Writing about the singer's life for The Daily Telegraph, critic Helen Brown said that "in the pouty world of the jazz chanteuse, Randy Crawford's smile is unique," adding that "even on the saddest of songs, A Rainy Night in Georgia or One Day I'll Fly Away, you could hear those trembling lips spread outwards and upwards through the tears." "One Day I'll Fly Away" achieved widespread radio airplay and did well in the international market. It is Crawford's highest charting single. On September 20, 1980, the song reached number two on the UK Singles Chart. It also performed well in Belgium (Flanders) and Netherlands, reaching number one in both countries.

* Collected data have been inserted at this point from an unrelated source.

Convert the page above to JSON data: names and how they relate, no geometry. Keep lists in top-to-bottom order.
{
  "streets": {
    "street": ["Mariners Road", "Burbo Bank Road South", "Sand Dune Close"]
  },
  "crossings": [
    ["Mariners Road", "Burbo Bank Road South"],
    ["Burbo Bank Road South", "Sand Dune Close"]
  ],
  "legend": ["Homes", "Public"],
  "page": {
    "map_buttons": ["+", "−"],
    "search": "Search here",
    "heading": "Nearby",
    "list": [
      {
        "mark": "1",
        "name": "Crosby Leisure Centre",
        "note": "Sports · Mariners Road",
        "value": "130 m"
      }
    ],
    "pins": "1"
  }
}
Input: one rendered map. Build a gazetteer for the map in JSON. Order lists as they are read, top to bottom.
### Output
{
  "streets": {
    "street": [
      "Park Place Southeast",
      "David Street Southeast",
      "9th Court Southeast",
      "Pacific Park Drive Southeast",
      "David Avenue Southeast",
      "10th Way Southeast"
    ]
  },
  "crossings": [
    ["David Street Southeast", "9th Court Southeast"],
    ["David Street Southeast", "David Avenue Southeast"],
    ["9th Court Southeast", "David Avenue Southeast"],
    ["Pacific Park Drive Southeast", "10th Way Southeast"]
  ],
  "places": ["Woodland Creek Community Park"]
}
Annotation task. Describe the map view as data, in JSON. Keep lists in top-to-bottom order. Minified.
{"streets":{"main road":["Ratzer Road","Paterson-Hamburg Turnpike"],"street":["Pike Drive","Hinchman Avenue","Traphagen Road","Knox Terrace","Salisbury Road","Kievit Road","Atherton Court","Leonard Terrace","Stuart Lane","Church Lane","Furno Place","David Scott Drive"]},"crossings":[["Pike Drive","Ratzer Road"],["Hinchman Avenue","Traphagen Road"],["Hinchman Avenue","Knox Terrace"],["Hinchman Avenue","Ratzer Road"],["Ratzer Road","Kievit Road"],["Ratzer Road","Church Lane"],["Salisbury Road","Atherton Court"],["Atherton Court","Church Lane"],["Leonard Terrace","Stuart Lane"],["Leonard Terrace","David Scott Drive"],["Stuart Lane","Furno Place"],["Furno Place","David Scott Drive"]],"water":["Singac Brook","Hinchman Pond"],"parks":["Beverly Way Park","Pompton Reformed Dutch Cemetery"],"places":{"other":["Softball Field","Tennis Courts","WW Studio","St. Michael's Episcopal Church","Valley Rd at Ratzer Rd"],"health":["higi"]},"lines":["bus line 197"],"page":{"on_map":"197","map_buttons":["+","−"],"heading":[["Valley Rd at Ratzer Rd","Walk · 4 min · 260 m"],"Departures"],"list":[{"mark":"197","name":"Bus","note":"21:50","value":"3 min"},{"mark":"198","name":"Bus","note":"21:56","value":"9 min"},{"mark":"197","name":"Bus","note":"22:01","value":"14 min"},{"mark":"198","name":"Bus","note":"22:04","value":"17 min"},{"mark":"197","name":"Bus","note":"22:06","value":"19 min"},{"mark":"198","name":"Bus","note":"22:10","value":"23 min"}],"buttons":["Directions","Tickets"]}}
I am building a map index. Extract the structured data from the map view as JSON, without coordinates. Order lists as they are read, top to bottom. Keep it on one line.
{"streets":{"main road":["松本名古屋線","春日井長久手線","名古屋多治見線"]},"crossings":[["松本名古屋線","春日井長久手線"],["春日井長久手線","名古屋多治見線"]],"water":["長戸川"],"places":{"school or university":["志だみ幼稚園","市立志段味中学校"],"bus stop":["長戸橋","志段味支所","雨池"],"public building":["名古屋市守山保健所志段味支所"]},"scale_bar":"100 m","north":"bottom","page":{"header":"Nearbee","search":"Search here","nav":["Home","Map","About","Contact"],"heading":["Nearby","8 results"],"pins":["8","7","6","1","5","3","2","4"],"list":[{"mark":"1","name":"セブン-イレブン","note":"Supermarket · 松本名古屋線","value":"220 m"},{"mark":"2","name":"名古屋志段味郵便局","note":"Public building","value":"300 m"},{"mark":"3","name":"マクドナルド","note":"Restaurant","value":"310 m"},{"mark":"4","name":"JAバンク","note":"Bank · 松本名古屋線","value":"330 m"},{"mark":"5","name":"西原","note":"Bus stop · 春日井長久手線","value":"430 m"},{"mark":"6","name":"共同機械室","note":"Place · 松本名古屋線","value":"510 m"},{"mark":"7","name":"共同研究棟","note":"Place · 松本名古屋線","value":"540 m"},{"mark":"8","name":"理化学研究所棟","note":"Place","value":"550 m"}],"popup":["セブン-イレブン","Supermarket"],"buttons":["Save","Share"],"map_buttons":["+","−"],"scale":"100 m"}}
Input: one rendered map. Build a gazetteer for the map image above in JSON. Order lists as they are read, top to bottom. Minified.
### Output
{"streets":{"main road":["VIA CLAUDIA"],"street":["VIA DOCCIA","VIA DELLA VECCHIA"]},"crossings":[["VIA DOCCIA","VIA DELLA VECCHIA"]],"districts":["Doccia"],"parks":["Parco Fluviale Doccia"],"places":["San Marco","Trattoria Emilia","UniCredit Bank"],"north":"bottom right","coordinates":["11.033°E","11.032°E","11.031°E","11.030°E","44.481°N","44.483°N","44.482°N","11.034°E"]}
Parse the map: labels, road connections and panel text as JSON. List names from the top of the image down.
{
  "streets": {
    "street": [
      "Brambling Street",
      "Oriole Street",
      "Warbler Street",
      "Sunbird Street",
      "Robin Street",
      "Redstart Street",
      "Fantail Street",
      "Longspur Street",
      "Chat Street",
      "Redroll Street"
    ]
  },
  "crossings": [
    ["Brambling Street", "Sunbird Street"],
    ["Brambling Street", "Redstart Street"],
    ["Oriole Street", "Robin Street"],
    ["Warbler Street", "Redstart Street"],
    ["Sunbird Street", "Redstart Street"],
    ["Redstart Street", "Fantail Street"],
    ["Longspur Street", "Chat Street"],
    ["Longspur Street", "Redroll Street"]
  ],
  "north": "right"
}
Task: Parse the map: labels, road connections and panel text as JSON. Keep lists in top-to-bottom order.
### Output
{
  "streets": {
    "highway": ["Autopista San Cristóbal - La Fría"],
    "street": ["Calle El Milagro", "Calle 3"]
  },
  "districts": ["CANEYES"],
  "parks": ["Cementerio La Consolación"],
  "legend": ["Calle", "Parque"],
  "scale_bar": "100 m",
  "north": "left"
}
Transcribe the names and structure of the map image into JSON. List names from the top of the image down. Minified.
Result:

==Formats and track listings==
- Germany 7"
1. "One Day I'll Fly Away" – 4:21
2. "Blue Flame" – 6:25

- Japan 7"
3. "One Day I'll Fly Away" – 3:40
4. "Tender Falls the Rain" – 4:13

- Netherlands 12"
5. "One Day I'll Fly Away" – 5:00
6. "Last Night at Danceland" – 4:53

==Charts==

===Weekly charts===

| Chart (1980) | Peak position |
|---|---|
| Belgium (Ultratop 50 Flanders) | 1 |
| Netherlands (Dutch Top 40) | 1 |
| Netherlands (Single Top 100) | 1 |
| UK Singles (OCC) | 2 |

===Year-end charts===

| Chart (1980) | Position |
|---|---|
| Belgium (Ultratop Flanders) | 24 |
| Netherlands (Dutch Top 40) | 20 |
| Netherlands (Single Top 100) | 21 |
| United Kingdom | 29 |

==Nicole Kidman version==

In 2001, "One Day I'll Fly Away" was recorded by Nicole Kidman for the motion picture Moulin Rouge!, in which she portrayed the character of Satine. A special remix designed by Tony Phillips was promoted as a single, issued by Interscope on April 5, 2002.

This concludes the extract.